Cuando comencé a dar clases, el segundo año, tuve un grupo ingobernable. No creo que se imaginen si quiera las veces que llegué a mi casa a llorar, desesperada, por no saber cómo explicarles, cómo lograr algo de atención. Como en todos los grupos, siempre había unos pocos alumnos que tenían interés... o lo fingían. Terminamos el año y seguí viéndolos en la universidad.
El año pasado, sin saber que era mi último curso, regresé al mismo grupo. Era su último año de universidad y me tocaba explicarles métodos de investigación y ayudarles a guiar su trabajo final de grado. Eran más grandes, casi-casi adultos, pero igual ingobernables. Yo, un poco más dura, ya no lo viví tan mal... en realidad, hasta lo disfruté. Disfruté mucho ese último semestre de clases: hice cosas que nunca antes, los llevé a la calle, fuimos a un museo, discutimos de investigación, de noticias, de lo que querían hacer en el futuro... Con algunos, los acompañé en el proceso del trabajo final y vi incluso sus últimas versiones.
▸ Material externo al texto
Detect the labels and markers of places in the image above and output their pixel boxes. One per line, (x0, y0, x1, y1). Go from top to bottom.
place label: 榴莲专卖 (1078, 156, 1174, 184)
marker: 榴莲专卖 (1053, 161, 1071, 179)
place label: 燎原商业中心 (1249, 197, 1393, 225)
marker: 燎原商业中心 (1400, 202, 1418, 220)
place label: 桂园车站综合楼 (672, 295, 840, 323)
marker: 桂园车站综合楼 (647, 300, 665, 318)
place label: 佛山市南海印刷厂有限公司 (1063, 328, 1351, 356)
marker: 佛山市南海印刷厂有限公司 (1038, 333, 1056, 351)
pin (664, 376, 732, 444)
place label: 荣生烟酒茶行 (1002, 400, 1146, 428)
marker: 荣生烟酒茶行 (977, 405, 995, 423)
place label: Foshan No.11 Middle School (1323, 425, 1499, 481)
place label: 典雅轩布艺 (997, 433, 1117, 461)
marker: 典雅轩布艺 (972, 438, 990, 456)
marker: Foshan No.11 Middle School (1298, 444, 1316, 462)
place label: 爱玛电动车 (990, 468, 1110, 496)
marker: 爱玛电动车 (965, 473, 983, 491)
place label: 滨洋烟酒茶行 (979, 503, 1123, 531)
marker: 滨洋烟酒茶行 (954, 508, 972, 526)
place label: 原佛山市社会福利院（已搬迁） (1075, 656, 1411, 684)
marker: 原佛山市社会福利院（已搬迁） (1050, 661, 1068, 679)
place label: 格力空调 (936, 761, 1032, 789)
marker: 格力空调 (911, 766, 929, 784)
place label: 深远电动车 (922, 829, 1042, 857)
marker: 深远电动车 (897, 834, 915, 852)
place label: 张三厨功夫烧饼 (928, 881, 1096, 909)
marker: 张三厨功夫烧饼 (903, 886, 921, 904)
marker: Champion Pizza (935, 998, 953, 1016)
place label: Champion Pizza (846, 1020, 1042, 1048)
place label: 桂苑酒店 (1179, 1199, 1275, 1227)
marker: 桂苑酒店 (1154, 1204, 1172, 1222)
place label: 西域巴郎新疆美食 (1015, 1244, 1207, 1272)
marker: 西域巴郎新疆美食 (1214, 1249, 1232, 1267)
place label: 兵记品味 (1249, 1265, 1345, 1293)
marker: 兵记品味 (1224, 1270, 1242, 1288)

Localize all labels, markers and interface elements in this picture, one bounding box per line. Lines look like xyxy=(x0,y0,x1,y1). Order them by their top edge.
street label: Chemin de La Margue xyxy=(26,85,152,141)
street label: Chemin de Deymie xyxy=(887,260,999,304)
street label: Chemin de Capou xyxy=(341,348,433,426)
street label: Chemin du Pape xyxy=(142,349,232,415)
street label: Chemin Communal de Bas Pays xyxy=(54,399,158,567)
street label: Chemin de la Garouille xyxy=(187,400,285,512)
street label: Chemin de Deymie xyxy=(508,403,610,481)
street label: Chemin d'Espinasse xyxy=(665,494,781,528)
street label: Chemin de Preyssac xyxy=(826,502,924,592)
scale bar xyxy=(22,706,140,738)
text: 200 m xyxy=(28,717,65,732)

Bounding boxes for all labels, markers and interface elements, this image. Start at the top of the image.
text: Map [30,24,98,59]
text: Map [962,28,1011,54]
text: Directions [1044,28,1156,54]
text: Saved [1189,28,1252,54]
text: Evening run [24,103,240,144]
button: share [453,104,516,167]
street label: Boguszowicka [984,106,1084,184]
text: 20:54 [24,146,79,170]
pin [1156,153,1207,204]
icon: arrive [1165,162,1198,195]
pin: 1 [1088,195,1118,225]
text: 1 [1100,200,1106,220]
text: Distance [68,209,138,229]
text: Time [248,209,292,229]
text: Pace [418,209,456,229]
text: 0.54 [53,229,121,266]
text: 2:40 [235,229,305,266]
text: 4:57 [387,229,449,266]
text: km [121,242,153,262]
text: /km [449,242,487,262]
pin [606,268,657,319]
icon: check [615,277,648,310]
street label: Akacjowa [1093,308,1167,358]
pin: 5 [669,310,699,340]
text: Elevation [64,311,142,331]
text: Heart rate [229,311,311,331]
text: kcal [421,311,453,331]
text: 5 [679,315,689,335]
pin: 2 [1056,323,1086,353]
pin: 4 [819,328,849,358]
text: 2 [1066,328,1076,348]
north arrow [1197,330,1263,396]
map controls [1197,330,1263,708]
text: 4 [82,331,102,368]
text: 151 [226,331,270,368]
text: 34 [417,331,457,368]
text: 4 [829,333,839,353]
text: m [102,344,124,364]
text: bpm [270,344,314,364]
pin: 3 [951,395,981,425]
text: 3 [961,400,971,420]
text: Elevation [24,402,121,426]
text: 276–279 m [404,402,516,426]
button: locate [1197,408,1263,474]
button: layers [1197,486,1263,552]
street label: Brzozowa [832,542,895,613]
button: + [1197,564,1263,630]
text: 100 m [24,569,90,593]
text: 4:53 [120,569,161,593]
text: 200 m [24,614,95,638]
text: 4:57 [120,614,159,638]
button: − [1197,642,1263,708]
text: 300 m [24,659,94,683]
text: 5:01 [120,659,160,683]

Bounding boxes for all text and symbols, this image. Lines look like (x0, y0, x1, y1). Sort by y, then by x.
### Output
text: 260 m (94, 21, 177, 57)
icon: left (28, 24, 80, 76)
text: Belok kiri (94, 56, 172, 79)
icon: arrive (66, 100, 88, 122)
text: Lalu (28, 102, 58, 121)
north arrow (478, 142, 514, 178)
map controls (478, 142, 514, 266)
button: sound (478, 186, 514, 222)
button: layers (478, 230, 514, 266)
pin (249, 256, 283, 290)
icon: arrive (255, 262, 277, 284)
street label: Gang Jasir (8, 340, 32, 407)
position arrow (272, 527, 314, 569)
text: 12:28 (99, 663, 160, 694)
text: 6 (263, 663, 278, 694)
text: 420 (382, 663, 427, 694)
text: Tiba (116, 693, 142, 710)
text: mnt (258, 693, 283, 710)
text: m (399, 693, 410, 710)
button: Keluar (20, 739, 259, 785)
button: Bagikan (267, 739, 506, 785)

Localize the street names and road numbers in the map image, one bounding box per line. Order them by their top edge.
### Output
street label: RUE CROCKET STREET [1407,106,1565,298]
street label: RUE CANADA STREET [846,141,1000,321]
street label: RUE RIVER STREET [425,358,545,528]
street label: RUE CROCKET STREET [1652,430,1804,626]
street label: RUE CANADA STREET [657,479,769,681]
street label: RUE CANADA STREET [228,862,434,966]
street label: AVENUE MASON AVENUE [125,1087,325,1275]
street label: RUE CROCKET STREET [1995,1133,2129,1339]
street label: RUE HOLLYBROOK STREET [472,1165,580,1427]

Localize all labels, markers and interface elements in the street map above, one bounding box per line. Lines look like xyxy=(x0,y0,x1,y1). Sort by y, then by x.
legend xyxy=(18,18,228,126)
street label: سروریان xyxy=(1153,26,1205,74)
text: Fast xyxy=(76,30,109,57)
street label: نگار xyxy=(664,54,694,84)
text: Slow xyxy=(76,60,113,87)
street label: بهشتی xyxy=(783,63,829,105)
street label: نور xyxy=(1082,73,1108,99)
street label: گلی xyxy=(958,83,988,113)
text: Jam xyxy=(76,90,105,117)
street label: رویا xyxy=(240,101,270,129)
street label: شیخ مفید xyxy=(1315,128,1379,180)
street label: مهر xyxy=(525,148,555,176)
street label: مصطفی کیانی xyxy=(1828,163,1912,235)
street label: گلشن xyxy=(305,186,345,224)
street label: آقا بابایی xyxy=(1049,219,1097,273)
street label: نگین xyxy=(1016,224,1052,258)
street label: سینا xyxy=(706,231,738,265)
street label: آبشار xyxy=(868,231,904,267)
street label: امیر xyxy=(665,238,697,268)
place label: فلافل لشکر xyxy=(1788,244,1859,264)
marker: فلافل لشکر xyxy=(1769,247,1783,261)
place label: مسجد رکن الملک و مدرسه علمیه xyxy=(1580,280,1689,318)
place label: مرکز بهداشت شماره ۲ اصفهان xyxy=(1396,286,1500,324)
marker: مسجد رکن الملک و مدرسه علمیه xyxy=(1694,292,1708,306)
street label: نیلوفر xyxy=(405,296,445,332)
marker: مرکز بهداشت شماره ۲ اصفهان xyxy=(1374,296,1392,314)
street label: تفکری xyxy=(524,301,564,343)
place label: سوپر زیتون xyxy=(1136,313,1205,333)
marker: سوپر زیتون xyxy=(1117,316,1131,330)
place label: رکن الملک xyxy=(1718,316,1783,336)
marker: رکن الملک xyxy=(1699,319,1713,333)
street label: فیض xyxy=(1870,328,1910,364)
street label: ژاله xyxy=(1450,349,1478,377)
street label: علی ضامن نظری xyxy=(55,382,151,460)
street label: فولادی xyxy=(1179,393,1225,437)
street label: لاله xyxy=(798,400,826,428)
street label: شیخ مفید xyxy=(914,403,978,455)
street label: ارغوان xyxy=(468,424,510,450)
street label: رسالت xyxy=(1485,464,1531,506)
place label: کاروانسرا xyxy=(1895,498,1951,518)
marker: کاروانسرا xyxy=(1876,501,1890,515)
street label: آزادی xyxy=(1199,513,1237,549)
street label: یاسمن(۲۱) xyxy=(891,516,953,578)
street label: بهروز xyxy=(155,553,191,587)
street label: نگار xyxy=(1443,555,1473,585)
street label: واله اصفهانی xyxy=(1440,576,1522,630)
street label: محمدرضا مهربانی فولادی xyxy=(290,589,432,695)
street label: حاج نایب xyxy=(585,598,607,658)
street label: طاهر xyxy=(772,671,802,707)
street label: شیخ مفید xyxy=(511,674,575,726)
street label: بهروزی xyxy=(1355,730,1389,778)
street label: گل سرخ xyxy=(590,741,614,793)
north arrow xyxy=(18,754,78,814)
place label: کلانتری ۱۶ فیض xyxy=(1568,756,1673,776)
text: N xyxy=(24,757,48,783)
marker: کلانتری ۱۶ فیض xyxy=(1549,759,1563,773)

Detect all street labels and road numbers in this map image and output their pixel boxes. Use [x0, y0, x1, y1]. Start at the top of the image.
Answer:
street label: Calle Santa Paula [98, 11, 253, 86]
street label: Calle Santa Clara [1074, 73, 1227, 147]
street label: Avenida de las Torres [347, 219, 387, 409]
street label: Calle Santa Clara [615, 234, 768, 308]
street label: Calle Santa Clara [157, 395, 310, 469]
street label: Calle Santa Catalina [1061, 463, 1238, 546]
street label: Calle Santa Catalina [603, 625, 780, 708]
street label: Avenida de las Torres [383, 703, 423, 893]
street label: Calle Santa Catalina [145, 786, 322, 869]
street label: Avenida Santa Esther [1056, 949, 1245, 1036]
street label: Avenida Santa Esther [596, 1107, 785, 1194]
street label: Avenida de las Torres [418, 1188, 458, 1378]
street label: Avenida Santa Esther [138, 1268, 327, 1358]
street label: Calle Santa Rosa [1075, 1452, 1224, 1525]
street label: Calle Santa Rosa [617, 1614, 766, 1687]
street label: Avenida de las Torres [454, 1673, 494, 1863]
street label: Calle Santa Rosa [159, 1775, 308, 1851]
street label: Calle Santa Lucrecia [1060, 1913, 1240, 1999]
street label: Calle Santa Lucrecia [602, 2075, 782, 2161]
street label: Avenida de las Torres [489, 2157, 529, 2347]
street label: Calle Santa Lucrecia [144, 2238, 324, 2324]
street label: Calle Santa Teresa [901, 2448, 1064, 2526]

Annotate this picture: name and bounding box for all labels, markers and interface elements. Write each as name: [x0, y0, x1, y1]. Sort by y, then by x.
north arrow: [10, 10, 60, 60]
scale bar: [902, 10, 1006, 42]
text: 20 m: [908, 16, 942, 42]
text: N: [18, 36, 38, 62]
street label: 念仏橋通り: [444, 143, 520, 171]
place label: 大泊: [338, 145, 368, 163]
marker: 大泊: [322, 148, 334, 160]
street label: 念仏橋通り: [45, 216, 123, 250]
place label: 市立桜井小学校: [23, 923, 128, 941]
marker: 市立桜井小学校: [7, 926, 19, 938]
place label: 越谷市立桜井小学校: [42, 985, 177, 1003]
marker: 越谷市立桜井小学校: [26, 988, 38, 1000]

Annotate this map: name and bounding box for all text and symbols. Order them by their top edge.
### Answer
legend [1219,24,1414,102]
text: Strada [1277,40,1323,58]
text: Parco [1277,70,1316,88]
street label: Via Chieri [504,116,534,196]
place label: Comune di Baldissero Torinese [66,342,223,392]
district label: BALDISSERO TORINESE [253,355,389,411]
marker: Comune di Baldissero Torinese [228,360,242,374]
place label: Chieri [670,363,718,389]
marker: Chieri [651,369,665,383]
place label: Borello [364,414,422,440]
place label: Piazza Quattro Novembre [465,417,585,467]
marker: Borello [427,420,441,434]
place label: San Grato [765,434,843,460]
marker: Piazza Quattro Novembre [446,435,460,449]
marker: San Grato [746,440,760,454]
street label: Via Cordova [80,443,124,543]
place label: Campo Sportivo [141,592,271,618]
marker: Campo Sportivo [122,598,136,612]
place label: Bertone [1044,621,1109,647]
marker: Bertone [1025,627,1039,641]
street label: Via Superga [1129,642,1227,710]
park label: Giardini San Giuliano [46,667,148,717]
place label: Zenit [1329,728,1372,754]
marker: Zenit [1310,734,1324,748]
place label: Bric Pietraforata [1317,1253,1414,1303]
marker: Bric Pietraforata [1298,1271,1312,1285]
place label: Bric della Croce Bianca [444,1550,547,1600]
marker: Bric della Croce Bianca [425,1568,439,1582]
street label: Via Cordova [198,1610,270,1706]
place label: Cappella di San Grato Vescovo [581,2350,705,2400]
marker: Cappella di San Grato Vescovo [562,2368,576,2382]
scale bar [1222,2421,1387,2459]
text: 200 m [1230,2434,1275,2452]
Hoy en el metro, levanté la vista y me encontré con uno de ellos. Curioso, inquieto y contestón, pero sobre todo muy clavado en sus cosas. Le llamé por su nombre y le dio gusto verme también. Y me contó todo lo que está haciendo, que gana poco, que quiere hacer un master, que le fue muy bien en su trabajo final y luego me dio un beso antes de irse.
Me quedé tan contenta, tan agradecida. Si algo de esa curiosidad, de esas ganas de ser mejor, creció un poquito en mi clase, sólo eso, vale la pena de haber dado esas clases.
La tesis: a la espera. La neurótica espera.